With (estimate or bound) depth for recall as our effectiveness metric, the graph of classifier performance over training increments becomes a direct measure of cost to the production manager (see the above figure). The manager can proceed to production at any stage with a statistical guarantee on recall, and knows at each stage what the review cost of so proceeding will be.

Cost to proceed to production, however, is only one of the quantities of interest to the production manager. The other is the cost / benefit tradeoff for performing more training. The benefit is a more effective classifier, and so a smaller depth for recall. The cost is that of paying the subject matter expert (SME) to label the additional training documents---typically a much higher cost per document than manual review, due to the greater expertise required. Here, the cost / benefit tradeoff is not transparent to the production manager: though we know the cost of more training, we can only forecast the decrease in depth for recall that it will accomplish. (This latter tradeoff is the subject of ongoing research work at the E-Discovery Lab of the University of Maryland by Mossaab Bagdouri, Dave Lewis, Doug Oard, and myself.)

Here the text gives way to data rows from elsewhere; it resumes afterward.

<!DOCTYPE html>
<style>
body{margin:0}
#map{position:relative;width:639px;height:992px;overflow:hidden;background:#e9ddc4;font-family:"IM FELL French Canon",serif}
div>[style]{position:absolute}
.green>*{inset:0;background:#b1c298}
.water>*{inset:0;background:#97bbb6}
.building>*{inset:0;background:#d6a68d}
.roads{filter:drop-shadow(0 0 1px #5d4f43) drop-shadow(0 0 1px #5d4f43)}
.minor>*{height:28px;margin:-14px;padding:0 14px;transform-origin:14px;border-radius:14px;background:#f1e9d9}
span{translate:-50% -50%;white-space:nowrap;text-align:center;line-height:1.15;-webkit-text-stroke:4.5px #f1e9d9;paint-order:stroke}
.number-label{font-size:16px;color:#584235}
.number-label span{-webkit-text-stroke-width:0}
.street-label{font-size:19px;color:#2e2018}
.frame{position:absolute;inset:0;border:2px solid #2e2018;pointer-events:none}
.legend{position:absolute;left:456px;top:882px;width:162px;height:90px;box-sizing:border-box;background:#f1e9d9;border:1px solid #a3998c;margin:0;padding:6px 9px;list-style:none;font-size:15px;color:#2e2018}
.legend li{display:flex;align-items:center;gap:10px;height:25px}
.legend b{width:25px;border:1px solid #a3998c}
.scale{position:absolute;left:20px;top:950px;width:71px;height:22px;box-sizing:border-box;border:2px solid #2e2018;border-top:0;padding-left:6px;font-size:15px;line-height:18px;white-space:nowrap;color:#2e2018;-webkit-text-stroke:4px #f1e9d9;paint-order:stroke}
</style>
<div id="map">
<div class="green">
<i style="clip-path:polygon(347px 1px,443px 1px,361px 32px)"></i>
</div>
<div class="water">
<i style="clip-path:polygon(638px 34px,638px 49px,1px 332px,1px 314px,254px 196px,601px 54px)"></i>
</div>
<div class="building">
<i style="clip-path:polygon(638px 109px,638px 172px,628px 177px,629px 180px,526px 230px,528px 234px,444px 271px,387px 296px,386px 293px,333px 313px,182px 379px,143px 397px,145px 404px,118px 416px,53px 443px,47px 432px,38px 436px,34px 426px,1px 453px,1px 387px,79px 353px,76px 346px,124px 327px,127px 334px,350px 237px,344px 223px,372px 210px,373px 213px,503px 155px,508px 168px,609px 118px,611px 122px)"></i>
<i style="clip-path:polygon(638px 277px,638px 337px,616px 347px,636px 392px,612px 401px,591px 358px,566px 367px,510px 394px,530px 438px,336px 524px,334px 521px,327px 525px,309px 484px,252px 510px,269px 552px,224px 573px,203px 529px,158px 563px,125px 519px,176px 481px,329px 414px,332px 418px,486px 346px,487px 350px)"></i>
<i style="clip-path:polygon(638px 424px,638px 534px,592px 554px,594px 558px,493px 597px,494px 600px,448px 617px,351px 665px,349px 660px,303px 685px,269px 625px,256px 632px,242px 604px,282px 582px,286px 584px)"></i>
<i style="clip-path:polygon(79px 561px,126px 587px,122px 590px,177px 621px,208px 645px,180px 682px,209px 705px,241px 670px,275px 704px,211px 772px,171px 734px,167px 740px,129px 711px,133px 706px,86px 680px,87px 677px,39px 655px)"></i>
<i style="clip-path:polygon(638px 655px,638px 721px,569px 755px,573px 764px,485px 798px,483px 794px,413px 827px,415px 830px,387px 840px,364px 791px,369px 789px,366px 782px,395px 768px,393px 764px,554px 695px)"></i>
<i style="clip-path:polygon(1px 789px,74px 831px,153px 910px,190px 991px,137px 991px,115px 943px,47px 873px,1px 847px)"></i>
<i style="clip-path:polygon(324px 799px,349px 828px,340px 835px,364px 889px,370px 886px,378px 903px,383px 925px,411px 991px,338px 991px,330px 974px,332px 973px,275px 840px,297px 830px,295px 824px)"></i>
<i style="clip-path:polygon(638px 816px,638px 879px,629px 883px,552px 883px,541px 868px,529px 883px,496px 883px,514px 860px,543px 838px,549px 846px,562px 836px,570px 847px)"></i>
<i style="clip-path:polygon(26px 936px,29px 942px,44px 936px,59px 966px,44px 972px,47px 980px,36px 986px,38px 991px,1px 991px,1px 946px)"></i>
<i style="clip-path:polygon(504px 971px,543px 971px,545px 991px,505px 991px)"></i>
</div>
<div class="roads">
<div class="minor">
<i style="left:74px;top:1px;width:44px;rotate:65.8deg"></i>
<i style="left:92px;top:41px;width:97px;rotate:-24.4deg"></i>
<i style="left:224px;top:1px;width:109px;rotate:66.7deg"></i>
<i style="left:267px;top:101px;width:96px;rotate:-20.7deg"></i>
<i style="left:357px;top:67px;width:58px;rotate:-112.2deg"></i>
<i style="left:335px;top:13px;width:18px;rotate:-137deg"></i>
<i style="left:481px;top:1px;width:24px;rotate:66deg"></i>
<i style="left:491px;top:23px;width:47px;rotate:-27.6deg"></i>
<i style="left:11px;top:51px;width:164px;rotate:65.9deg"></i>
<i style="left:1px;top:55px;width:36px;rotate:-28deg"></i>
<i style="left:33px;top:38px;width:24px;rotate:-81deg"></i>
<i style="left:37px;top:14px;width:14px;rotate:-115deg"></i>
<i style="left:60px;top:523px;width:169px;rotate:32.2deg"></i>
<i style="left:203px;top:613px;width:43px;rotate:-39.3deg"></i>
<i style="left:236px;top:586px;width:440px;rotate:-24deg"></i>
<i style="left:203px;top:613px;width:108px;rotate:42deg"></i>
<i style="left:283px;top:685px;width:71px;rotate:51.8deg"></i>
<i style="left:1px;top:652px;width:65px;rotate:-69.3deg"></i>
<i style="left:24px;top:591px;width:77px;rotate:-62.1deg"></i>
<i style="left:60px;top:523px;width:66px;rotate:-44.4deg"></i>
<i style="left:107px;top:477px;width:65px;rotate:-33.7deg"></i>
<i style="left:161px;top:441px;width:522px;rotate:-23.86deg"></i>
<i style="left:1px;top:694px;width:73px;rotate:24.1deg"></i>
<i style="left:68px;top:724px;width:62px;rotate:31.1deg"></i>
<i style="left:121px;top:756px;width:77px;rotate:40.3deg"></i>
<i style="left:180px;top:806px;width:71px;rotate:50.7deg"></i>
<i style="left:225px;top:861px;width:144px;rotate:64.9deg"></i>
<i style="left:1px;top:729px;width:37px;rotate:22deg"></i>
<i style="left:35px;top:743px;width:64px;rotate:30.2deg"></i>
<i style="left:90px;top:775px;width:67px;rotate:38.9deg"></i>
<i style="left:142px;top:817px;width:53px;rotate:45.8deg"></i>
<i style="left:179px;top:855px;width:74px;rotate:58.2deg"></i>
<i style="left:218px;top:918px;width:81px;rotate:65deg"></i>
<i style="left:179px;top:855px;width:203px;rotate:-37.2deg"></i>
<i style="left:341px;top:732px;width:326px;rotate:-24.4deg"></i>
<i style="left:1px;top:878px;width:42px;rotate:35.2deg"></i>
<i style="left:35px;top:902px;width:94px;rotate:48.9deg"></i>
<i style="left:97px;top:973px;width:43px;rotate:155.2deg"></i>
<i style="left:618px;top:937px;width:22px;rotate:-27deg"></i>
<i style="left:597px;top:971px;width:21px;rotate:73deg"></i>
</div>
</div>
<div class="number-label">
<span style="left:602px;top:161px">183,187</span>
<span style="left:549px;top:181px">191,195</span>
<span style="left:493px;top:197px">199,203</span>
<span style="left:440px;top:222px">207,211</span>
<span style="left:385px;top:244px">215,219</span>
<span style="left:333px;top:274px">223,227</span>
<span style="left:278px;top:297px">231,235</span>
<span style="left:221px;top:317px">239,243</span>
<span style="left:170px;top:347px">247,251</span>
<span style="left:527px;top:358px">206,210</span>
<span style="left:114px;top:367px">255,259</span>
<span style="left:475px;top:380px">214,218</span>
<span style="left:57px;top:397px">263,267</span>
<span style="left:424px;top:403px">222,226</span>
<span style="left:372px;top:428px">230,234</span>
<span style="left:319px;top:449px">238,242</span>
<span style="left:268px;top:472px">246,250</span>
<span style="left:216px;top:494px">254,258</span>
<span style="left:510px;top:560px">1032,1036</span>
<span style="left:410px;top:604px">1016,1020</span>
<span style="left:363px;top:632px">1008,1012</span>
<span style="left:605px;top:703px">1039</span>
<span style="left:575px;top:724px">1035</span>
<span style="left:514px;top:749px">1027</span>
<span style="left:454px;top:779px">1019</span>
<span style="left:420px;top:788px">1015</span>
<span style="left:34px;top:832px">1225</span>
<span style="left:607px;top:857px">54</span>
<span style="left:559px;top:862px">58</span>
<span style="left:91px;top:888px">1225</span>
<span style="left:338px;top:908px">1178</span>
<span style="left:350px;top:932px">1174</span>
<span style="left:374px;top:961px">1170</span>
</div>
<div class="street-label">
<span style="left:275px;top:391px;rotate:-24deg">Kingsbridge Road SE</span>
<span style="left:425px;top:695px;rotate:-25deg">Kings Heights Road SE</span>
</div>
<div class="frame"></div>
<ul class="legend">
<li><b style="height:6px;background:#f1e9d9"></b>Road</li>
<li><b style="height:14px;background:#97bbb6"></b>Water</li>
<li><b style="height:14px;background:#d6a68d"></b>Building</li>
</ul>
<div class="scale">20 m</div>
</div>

With this combined cost / benefit model, we can make some useful observations about the predictive coding process. First, predictive coding is not so much a classification as a prioritization task. It aims to save client cost by improving the quality of the ranking over the collection, and decreasing the processing depth required of the review step. And second, holding depth for recall fixed as a proportion of collection size, we can see that the optimal amount of effort to place in training grows with the size of the collection. With small collections, a relatively high proportional depth for recall leads to a manageable absolute retrieval size, and a simple ranked search followed by a couple of iterations of training may be sufficient; for a larger collection, however, proportional depth for recall needs to be much tighter for post-retrieval review costs to be supportable.

The model therefore allows us to answer the frequent question of, how large does the collection have to be for predictive coding to be worthwhile? The answer is that, setup costs aside, any non-trivial size of collection can benefit from predictive coding; with smaller collections, we simply require less training effort to bring review costs within budget.